Slot consumption is idempotent in intent: one open usage per subject until released. Pool consumption decrements slot_used by amount, possibly splitting across licenses.

Two-phase device release is where teams either read the README or learn in production:

Entitlements::requestRelease($deviceUsage);
// dispatch job: revoke refresh token, MDM wipe, whatever your domain requires
Entitlements::confirmRelease($deviceUsage);

Skip confirmRelease() and the slot sits in Releasing — capacity looks free in the UI while the counter still blocks new binds. The package emits ReleaseRequested for exactly this hook. Admin override exists via forceRelease() when support must unwedge a stuck row.

Plan transitions — downgrades that refuse to lie

changePlan() on the anchor license supports immediate switches and end-of-period deferrals. Schedule deferred transitions and register entitlements:apply-transitions on the scheduler — the command materializes pending rows when their window arrives (transitions docs, Laravel News overview).

Pre-validation runs before anything persists. Downgrade Pro → Basic when eight seats are occupied but Basic allows five? Domain exception — not a silent truncate of three users.

Target plan missing an entitlement type that still has open usages? Also blocked — you can't downgrade into a catalog that doesn't cover devices still bound in Releasing.

Roll-your-own schemas often UPDATE slot_total SET 5 and hope cron fixes the overflow.

Entitlements forces you to reconcile usages first. That strictness is the feature.

Exclusive plan categories reject overlapping active plans unless the category opts into allows_multiple_active_plans for add-on stacks.

Hang billing on events, not on entitlement tables

Neither Laravel Entitlements nor Crumbls charges cards. Cashier syncs Stripe subscription state. Your glue code listens:

  • invoice.payment_succeededEntitlements::assignPlan() or renew logic you own.
  • customer.subscription.deleted → schedule changePlan() to a free tier or let licenses expire.
  • PlanAssigned, LicenseConsumed, LicenseReleased → audit logs, usage billing, analytics.

Keep webhooks thin.

Entitlement mutations belong in queued jobs with idempotency keys — Stripe will retry; your assign path must tolerate duplicates.
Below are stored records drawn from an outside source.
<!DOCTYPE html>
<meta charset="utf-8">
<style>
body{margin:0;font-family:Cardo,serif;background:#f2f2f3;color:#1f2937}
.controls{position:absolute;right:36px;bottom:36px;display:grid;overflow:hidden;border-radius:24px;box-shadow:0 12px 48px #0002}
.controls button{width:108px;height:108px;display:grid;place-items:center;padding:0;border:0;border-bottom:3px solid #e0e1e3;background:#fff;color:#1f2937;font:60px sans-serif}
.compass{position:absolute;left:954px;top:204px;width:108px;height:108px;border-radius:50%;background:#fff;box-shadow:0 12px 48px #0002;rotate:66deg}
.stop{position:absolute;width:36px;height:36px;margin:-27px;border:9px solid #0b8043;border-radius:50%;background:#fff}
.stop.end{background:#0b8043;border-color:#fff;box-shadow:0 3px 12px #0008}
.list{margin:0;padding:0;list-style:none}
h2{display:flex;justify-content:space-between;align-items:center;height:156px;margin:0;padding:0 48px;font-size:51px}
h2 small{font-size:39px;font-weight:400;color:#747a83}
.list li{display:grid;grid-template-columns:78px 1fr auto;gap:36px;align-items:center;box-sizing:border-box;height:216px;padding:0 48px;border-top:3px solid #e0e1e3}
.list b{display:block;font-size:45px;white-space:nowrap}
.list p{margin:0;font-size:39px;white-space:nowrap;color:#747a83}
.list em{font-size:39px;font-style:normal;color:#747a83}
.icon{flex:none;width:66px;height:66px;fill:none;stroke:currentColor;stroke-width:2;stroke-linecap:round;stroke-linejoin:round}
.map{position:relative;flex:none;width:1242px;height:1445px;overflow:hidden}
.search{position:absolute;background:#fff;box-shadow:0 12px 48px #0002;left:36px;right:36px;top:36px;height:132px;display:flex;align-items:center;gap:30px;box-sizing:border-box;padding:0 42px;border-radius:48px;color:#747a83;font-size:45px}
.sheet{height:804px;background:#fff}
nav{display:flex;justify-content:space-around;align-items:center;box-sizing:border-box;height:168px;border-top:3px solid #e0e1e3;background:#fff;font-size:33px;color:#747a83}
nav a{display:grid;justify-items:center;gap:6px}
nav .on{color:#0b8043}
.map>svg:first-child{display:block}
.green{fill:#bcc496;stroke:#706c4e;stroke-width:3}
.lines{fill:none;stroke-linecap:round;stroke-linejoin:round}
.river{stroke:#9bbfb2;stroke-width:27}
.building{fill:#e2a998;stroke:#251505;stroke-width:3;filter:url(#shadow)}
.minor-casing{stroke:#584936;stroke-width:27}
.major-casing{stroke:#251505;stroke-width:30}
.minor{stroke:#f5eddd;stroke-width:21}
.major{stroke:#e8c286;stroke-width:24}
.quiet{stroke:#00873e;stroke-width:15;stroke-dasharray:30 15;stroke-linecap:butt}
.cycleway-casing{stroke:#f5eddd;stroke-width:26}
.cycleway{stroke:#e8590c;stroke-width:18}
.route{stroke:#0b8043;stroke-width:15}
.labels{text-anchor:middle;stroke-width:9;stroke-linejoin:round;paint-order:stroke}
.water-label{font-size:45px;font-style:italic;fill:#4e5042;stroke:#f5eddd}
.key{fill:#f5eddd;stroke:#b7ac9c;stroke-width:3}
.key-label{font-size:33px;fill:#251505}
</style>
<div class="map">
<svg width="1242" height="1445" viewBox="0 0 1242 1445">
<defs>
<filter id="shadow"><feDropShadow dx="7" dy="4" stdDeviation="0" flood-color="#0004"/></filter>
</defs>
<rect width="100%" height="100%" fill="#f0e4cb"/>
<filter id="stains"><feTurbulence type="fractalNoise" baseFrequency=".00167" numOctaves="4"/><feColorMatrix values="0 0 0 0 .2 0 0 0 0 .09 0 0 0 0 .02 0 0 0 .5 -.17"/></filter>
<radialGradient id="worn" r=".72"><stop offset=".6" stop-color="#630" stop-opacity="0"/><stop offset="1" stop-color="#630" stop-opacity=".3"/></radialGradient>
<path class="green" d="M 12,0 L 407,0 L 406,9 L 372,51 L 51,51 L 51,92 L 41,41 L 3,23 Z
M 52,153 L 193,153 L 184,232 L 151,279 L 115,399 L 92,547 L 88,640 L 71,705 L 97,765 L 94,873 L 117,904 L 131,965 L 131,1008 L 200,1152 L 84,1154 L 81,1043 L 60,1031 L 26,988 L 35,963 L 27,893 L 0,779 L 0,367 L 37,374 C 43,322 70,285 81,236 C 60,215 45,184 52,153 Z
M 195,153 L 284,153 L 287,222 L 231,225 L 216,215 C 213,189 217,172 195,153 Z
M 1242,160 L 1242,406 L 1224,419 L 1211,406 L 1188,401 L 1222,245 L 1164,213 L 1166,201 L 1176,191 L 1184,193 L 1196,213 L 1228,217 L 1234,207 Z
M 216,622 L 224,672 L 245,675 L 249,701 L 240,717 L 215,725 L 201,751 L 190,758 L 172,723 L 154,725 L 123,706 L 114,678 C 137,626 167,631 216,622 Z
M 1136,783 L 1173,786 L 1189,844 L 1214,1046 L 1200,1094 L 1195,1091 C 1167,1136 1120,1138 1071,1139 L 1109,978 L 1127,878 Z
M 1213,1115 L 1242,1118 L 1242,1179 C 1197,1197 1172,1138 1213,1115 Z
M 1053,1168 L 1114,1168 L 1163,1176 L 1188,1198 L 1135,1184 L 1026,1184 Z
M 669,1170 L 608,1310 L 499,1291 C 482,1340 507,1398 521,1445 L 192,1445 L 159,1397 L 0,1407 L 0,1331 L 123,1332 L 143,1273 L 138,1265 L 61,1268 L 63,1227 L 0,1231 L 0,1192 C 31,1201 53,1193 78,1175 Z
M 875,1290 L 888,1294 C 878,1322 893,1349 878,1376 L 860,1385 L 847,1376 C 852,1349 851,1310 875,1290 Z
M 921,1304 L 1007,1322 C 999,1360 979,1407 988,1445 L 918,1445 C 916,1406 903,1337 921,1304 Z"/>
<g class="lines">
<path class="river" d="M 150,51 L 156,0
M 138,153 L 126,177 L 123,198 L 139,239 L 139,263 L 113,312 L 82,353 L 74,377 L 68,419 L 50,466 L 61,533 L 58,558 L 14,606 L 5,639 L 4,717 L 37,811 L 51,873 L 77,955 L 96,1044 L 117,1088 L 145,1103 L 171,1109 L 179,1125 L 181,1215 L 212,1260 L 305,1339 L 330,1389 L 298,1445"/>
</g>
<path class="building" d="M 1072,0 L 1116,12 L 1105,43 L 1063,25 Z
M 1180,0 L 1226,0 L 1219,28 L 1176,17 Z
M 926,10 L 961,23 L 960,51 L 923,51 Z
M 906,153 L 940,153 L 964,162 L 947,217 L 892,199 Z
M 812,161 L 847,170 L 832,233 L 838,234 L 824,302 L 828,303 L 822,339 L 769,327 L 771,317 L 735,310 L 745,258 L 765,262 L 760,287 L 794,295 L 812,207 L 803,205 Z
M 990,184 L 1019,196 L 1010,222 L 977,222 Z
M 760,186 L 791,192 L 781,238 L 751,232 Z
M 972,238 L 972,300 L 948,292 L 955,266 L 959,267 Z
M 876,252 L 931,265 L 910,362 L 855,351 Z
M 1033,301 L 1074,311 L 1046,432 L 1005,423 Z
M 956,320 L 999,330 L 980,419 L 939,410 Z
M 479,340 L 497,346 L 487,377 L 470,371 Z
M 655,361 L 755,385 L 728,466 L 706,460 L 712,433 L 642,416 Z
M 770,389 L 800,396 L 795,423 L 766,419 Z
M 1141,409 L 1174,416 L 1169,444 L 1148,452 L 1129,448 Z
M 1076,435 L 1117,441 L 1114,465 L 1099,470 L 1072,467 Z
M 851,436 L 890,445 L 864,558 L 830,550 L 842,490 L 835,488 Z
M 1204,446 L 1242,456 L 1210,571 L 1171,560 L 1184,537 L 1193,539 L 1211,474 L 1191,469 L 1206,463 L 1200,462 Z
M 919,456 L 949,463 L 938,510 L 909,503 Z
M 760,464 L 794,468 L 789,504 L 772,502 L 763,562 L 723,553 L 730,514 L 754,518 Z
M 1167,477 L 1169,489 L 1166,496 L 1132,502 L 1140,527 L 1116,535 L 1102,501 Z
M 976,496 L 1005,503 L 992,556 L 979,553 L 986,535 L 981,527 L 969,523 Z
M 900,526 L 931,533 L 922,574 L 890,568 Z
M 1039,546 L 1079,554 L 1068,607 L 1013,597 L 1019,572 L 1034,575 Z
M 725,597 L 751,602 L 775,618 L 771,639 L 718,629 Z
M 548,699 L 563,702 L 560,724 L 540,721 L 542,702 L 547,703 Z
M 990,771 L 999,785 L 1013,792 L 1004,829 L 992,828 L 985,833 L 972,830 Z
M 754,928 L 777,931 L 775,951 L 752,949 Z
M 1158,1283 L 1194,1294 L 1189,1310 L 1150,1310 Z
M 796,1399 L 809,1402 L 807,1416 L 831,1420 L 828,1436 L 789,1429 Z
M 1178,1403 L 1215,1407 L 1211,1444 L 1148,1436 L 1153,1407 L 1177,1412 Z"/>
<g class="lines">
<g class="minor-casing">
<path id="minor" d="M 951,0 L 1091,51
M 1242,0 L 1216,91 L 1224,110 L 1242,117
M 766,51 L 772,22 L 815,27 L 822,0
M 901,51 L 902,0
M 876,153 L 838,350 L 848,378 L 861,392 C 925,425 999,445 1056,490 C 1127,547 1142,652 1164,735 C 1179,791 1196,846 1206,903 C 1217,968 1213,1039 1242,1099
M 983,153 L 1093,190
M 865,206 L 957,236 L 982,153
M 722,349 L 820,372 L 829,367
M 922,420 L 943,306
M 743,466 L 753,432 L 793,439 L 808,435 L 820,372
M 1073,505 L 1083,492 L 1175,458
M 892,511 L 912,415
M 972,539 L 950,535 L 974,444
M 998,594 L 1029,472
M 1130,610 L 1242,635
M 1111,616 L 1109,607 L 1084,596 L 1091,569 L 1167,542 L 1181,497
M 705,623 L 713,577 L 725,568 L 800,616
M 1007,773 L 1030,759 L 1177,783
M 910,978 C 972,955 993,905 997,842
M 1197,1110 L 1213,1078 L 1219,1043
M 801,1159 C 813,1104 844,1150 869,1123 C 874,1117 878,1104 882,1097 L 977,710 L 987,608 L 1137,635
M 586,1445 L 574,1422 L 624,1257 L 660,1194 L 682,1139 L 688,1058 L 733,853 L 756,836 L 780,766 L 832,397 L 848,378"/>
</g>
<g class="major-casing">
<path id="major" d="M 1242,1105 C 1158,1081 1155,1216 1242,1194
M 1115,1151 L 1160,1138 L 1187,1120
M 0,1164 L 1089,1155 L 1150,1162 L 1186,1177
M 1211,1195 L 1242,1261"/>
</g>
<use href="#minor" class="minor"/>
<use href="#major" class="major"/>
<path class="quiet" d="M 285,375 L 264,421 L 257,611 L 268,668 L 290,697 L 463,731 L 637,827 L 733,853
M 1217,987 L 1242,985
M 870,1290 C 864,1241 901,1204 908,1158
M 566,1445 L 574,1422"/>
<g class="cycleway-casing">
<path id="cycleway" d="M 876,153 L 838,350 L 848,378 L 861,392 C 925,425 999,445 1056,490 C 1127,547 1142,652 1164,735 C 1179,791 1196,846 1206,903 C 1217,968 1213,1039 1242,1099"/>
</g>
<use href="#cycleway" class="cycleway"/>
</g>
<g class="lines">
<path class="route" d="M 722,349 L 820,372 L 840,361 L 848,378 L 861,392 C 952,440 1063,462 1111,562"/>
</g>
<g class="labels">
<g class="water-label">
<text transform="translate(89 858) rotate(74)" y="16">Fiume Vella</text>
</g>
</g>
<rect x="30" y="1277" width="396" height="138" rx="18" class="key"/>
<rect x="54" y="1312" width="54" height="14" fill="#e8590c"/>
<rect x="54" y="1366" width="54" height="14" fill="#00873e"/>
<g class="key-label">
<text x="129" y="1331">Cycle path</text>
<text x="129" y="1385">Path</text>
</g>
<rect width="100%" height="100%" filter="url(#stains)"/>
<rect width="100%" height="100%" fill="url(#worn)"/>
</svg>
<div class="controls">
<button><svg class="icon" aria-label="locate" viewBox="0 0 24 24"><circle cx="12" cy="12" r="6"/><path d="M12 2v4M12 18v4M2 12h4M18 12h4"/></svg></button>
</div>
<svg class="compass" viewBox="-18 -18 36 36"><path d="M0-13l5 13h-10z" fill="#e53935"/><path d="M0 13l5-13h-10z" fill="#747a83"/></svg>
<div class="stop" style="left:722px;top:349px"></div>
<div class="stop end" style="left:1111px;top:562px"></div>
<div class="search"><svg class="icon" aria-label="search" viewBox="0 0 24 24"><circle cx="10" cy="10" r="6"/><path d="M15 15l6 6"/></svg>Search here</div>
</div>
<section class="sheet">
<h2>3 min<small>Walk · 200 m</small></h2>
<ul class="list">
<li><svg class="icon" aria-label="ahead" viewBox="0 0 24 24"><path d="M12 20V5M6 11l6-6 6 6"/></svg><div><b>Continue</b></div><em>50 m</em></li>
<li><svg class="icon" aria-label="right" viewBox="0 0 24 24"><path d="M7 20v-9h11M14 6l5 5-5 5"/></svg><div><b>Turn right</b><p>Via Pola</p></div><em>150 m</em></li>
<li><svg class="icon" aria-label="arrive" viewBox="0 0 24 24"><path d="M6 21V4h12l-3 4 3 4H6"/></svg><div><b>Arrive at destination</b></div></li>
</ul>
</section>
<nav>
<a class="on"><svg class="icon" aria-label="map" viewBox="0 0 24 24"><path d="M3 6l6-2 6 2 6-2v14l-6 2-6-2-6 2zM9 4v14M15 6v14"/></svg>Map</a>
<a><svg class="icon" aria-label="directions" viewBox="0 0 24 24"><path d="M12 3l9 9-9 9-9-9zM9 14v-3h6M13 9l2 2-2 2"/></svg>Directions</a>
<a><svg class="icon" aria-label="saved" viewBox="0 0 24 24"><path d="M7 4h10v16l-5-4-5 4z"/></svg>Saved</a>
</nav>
Optional Filament v5 plugin ships plan/category CRUD and a LicensesRelationManager for subscriber resources. Skip it if your admin is bespoke; the facade API doesn't depend on Filament.

Ops you will actually run

Reconciliation — after manual DB surgery or a bug, Entitlements::recalculate($workspace) recomputes slot_used from open usages. Per-license reconcile() exists for surgical fixes.

Scheduler — deferred transitions won't apply themselves. Pick a cadence; shorter intervals mean less lag between ends_at and the downgrade taking effect.

Failed transitions — if validation fails at apply time, the transition flips to failed with a reason; siblings still process. Monitor that status or you'll wonder why a downgrade never landed.

Subscription active is a billing answer.

Seat available is an entitlement answer.